Do you remember the first album that you listened to? Like the first full album, with each track feeling like something new. The lyrics feel like they’re speaking to you. You get confused about what song you wanna listen not stop. For me, the album Damn by Kendrick Lamar. Each track felt like an exposure of emotion, listening to my own life or the lives of friends. And the funny part is, I didn’t speak any English, I wasn’t even in the U.S. at that time, but I could feel his artistic side in a song like FAER, describing how black mothers are and how tough they are on their kids. When I was a kid, my mom used to tell me she was only like that because she didn’t want me to end up like my brother.
But it was Kendrick’s artistic voice that brought me there and made me listen to the full album. I believe people are losing the feeling of connecting with an artist and listening to a full album that speaks to them.
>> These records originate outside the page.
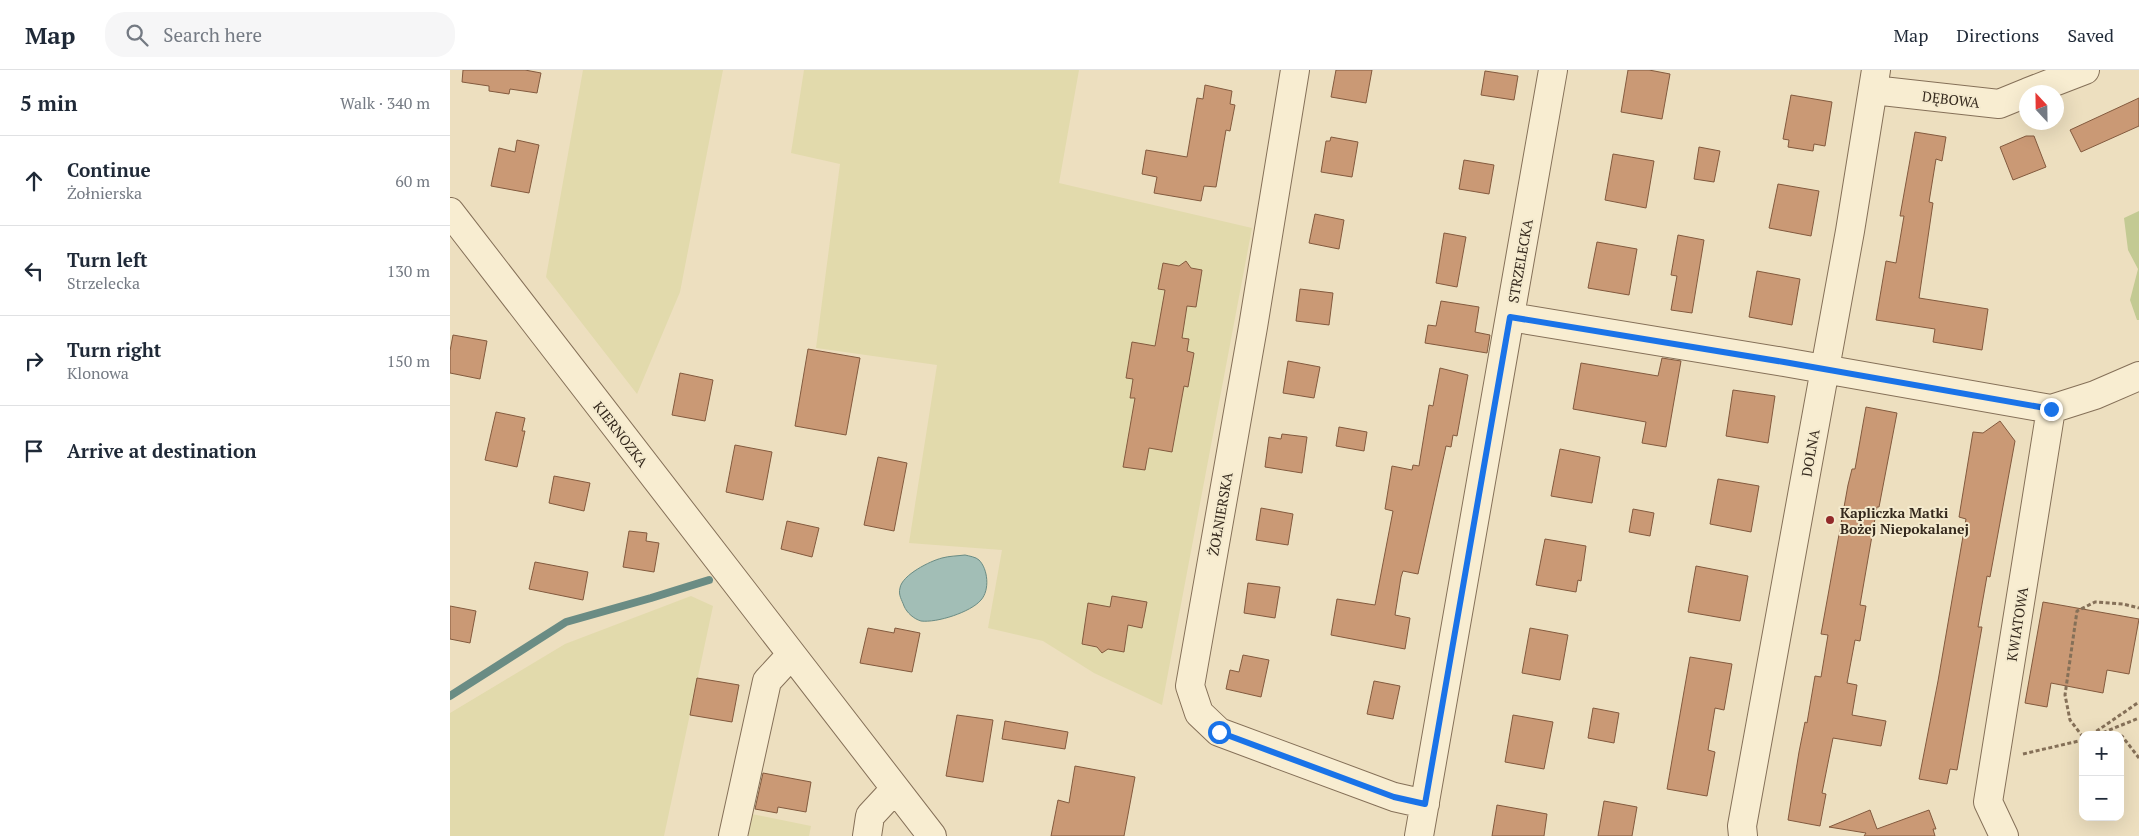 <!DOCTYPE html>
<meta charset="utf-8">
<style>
:root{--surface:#fff;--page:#f6f6f7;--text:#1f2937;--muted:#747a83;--line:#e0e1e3}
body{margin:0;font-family:"PT Serif",serif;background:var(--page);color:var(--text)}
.controls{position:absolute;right:15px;bottom:15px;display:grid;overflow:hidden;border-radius:10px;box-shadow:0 5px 20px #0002}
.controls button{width:45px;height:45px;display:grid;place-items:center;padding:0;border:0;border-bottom:1px solid var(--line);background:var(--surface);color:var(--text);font:25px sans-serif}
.compass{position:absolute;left:1569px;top:15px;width:45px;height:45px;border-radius:50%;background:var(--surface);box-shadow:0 5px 20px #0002;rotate:338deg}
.stop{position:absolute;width:15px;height:15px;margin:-11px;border:4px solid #1a73e8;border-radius:50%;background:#fff}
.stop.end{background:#1a73e8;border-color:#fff;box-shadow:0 1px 5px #0008}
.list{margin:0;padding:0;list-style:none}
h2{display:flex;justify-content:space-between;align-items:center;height:65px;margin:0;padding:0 20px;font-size:21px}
h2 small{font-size:16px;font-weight:400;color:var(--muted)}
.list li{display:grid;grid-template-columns:32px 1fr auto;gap:15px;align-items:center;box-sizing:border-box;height:90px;padding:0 20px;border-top:1px solid var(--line)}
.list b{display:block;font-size:19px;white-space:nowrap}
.list p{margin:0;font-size:16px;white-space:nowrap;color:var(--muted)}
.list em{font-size:16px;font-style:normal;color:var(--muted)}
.icon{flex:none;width:28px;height:28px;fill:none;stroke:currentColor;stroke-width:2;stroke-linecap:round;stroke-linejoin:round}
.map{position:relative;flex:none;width:1689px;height:766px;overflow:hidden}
header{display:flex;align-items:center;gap:30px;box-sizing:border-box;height:70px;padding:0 25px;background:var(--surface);border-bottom:1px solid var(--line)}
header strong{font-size:24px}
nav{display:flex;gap:28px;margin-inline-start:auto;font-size:18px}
.search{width:350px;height:45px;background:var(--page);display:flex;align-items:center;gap:12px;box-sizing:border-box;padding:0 18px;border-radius:20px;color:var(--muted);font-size:19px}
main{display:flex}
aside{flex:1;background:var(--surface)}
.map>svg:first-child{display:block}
</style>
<header>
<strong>Map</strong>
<div class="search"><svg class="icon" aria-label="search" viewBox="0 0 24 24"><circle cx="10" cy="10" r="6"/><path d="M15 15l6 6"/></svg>Search here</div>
<nav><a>Map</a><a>Directions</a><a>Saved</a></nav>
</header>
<main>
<aside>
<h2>5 min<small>Walk · 340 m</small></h2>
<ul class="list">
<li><svg class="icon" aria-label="ahead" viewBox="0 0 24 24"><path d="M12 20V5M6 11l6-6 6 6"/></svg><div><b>Continue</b><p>Żołnierska</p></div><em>60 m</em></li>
<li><svg class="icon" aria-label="left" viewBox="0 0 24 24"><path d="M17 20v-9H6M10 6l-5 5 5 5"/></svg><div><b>Turn left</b><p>Strzelecka</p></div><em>130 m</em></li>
<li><svg class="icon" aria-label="right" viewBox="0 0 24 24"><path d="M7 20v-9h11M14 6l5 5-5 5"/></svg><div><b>Turn right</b><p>Klonowa</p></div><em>150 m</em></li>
<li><svg class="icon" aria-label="arrive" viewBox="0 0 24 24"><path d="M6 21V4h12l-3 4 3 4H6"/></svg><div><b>Arrive at destination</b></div></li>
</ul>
</aside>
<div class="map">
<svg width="1689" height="766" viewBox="0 0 1689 766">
<rect width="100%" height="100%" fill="#eddfbf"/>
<!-- farmland -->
<path fill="#e2daac" d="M 133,0 L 273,0 L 230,222 L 187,324 L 96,207 Z
M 354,0 L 629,0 L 609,113 L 802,158 L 712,635 L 644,603 L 593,571 L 538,558 L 552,480 L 459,473 L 487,295 L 366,278 L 390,94 L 341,83 Z
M 241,526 L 263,536 L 214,766 L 0,766 L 0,643 L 115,574 Z
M 287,741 L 361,756 L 359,766 L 281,766 Z"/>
<!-- green -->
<path fill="#c3ca93" d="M 1689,141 L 1689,250 L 1687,250 L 1680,230 L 1688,199 L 1678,180 L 1674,148 Z"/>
<!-- water -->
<path fill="#a2beb6" stroke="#6a8c84" d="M 515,485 C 519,486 526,487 529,490 C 538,499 540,520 531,530 C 521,542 487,553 471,551 C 464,549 457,543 454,536 C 452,530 448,525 450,518 C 452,505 480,491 492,488 C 499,486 507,486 515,485 Z"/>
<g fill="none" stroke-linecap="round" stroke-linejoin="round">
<!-- stream -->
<path stroke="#6a8c84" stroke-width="8" d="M 0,626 L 116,552 L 201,528 L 259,510"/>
</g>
<!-- building -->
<path fill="#ca9975" stroke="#835a3e" d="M 13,0 L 75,0 L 91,3 L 87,23 L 60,19 L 59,24 L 39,21 L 39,16 L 12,12 Z
M 886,0 L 922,0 L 916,33 L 881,27 Z
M 1178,0 L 1199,0 L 1220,4 L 1212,49 L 1171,42 Z
M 1035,1 L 1068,6 L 1064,30 L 1031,25 Z
M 755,15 L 782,21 L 780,34 L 785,35 L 780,61 L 776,60 L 766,117 L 754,116 L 751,131 L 704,123 L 707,107 L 692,104 L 696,80 L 737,87 L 747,28 L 753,29 Z
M 1341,25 L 1382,32 L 1375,76 L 1364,74 L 1363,81 L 1338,77 L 1339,70 L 1333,69 Z
M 1689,28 L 1689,56 L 1631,82 L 1620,60 Z
M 1465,62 L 1496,67 L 1492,91 L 1486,89 L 1479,132 L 1483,133 L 1469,228 L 1538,239 L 1532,280 L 1483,272 L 1485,259 L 1426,250 L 1436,191 L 1446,193 L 1454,146 L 1450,146 Z
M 1576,66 L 1584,66 L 1596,97 L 1563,110 L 1550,77 Z
M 881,67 L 908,72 L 902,107 L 871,102 L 876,71 L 880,71 Z
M 67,70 L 89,75 L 79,123 L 41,116 L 49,78 L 65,82 Z
M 1249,77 L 1270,81 L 1264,112 L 1244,109 Z
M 1163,84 L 1204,91 L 1196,138 L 1155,130 Z
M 1014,90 L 1044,95 L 1039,124 L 1009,119 Z
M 1328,114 L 1369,121 L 1361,166 L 1319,158 Z
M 865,144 L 894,150 L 889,179 L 859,173 Z
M 994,163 L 1016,167 L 1007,217 L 986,213 Z
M 1228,165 L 1254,170 L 1242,243 L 1221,240 L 1227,206 L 1221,205 Z
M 1147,172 L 1187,179 L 1179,225 L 1138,218 Z
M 736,191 L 741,198 L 752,200 L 746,237 L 737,236 L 732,268 L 739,269 L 737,281 L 744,283 L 738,317 L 734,316 L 722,382 L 699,378 L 695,400 L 673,397 L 685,328 L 680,328 L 683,309 L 676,308 L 682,272 L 705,276 L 715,220 L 708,219 L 713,193 L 729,196 Z
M 1307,201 L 1350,209 L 1342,255 L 1299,247 Z
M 850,219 L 883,223 L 879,255 L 846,251 Z
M 991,231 L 1029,237 L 1025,262 L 1040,265 L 1037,283 L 975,273 L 978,255 L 986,256 Z
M 3,265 L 37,271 L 30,309 L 0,303 L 0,281 Z
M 358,279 L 410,288 L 396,365 L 345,356 Z
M 1212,288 L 1231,291 L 1216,377 L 1192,373 L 1196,352 L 1123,339 L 1131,293 L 1208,306 Z
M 838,291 L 870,297 L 864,328 L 833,323 Z
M 990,298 L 1018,305 L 1007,366 L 1003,365 L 1001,377 L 996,376 L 968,504 L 953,501 L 951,507 L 945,545 L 960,548 L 955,579 L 881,565 L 887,529 L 925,535 L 943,441 L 935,439 L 942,396 L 962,400 L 963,395 L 969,396 L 979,335 L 983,336 Z
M 230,303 L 263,310 L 255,351 L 222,345 Z
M 1283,320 L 1325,326 L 1318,373 L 1276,366 Z
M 1416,337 L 1447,343 L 1429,437 L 1427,437 L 1410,535 L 1416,536 L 1410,571 L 1405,570 L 1397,613 L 1407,615 L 1402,645 L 1436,651 L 1431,676 L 1383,668 L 1372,723 L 1376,724 L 1370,756 L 1338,750 L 1349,682 L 1355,652 L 1357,653 L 1365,606 L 1371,607 L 1378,565 L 1371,564 L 1398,415 L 1402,399 L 1405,399 Z
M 46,342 L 75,348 L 72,361 L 75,361 L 67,397 L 35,390 Z
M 1550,351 L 1565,371 L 1540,507 L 1537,506 L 1528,557 L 1532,557 L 1507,700 L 1500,699 L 1497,714 L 1469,709 L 1488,611 L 1516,449 L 1509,447 L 1523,362 L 1533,363 Z
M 889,357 L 917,362 L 914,381 L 886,376 Z
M 832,364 L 857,367 L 852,403 L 815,397 L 819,367 L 831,369 Z
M 285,375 L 322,382 L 313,430 L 276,422 Z
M 1110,379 L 1150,387 L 1142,433 L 1101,426 Z
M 428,387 L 457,393 L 444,461 L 414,455 Z
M 104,406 L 140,413 L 134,441 L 99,433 Z
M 1268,409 L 1309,416 L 1301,462 L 1260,454 Z
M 811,438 L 843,444 L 838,475 L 806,470 Z
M 1183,439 L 1204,443 L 1200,466 L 1179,462 Z
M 337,451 L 369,458 L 362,487 L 331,479 Z
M 179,461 L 197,463 L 196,471 L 209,473 L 204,502 L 173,497 Z
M 1095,469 L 1136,476 L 1131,511 L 1128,510 L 1126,522 L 1086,515 Z
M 85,492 L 138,502 L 133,530 L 79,519 Z
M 1246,496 L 1298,506 L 1290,551 L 1238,542 Z
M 798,513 L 830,517 L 825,548 L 794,543 Z
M 662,526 L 697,532 L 692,558 L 678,555 L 674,582 L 658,579 L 652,583 L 647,577 L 632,574 L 638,533 L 660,537 Z
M 1593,532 L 1689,549 L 1679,604 L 1657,600 L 1653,623 L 1601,613 L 1597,637 L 1575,633 Z
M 0,536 L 26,541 L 20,573 L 0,569 Z
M 418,558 L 444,563 L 445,558 L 470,563 L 462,602 L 410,593 Z
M 1080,558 L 1118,565 L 1110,610 L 1072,603 Z
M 793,585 L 819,590 L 811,627 L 776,619 L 780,600 L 789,602 Z
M 1240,587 L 1282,594 L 1274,640 L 1265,638 L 1258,680 L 1265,682 L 1257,726 L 1217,719 Z
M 247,608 L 289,615 L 282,652 L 240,645 Z
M 924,611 L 950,616 L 943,649 L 917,644 Z
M 1143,638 L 1169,643 L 1164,673 L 1138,668 Z
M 507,645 L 543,650 L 533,712 L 496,706 Z
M 1063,645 L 1103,652 L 1094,699 L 1055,692 Z
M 555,651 L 618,662 L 615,679 L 552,669 Z
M 625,696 L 685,707 L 674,766 L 601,766 L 608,730 L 619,733 Z
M 313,703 L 361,712 L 356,742 L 328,737 L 327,743 L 305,739 Z
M 1154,731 L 1187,737 L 1182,766 L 1148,766 Z
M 1047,735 L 1097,744 L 1094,766 L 1042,766 Z
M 1420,740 L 1427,759 L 1479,740 L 1486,759 L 1483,759 L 1485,766 L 1414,766 L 1416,763 L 1379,757 Z"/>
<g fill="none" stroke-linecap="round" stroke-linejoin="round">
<defs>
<path id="street" d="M 845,0 L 803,257 L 740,616 L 749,643 L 769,662 L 944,727 L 975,734
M 1423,20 L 1549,34 L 1576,23
M 1578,22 L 1635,0
M 0,142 L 482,766
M 1060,247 L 1334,292 L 1601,339 L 1645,325 L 1689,306
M 283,766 L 317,611 L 341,585
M 417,766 L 420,746 L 445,719
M 969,766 L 1103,0
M 1293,766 L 1292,756 L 1400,161 L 1426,0
M 1554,766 L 1538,732 L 1601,339"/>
</defs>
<!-- street casing -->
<use href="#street" stroke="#857058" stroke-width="30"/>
<!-- path -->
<path stroke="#857058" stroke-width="3" stroke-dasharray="4 2.5" stroke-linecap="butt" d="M 1641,665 L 1689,632
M 1647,665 L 1689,648
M 1670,666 L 1672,666 L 1689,688
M 1633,667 L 1620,650 L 1615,625 L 1627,541 L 1645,532 L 1673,534 L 1689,538
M 1573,684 L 1633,670"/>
<!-- street -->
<use href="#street" stroke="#f8edd1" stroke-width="28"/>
</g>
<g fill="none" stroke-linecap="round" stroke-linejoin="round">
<!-- route -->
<path stroke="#1a73e8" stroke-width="6" d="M 769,662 L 944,727 L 975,734 L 1060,247 L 1334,292 L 1601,339"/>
</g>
<!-- markers -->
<circle fill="#922929" stroke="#f4eace" stroke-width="2" cx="1380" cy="450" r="5"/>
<g text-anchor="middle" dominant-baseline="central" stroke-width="4" stroke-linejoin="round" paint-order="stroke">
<!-- street labels -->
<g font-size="14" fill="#34281c" stroke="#f4eace">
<text transform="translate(1501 29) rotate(7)">DĘBOWA</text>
<text transform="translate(1070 191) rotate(-80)">STRZELECKA</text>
<text transform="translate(171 364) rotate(52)">KIERNOZKA</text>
<text transform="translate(1360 383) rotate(-80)">DOLNA</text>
<text transform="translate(770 444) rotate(-80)">ŻOŁNIERSKA</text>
<text transform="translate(1567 554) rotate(-81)">KWIATOWA</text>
</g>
<!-- poi labels -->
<g font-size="14" font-weight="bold" fill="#34281c" stroke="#f4eace" text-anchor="start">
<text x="1390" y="442">Kapliczka Matki<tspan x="1390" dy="16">Bożej Niepokalanej</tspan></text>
</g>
</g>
</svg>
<div class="controls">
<button>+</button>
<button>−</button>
</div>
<svg class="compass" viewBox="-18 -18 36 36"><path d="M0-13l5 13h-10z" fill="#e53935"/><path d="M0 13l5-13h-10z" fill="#747a83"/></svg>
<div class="stop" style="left:769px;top:662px"></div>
<div class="stop end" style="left:1601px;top:339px"></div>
</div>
</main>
With shorter attention spans and music becoming too easy to produce, we are losing the artistic side of artists and the ability to connect with music for life.
Attention Span

The way music is consumed has changed in the past few years, with 120,000 new songs being uploaded to streaming music platforms every day. For only $10.99 per month, people are able to stream music and much more at their fingertips. The assumption that people will listen to all this music is unreliable, as Jeremy D.Larson put it, “Those who have settled into the groove of life after 30 simply don’t listen to new music because it’s easy to forgo the act of discovery when work, rent, children, and broadly speaking ‘life’ comes into play.” According to INSINA, 24% of tracks are skipped within the first 5 seconds, 29% within the first 10 seconds, 35% within 30 seconds, and 49% are never finished. With an overload of music and with less and less attention brought to those songs, people tend not to listen to full albums anymore.
Music Has Become Too Easy to Make

In the past, it was typical for bands to spend millions to produce music. In 1972, The Rolling Stones spent $2 million to produce their album Exile on Main Street. In today’s day, software like DAW can produce an album for only $200. Producing and creating music has become increasingly easy. Widely accessible for free or an upgraded premium price of less than 10 dollars, companies like Suno, an AI company, can be used to generate any kind of music style, combining various kinds of music genres.
With an increase in streaming music and more people self-producing their own music, listening to and discovering new songs and artists will become more difficult. People tend to only listen to the same type of music and their favorite songs over and over. Younger individuals, who tend to explore new titles, with find this age of streaming and music production an obstacle. It will be interesting to see what will become of music and its artists in the future. Will we make better music, or will the music industry regress with the further use of AI?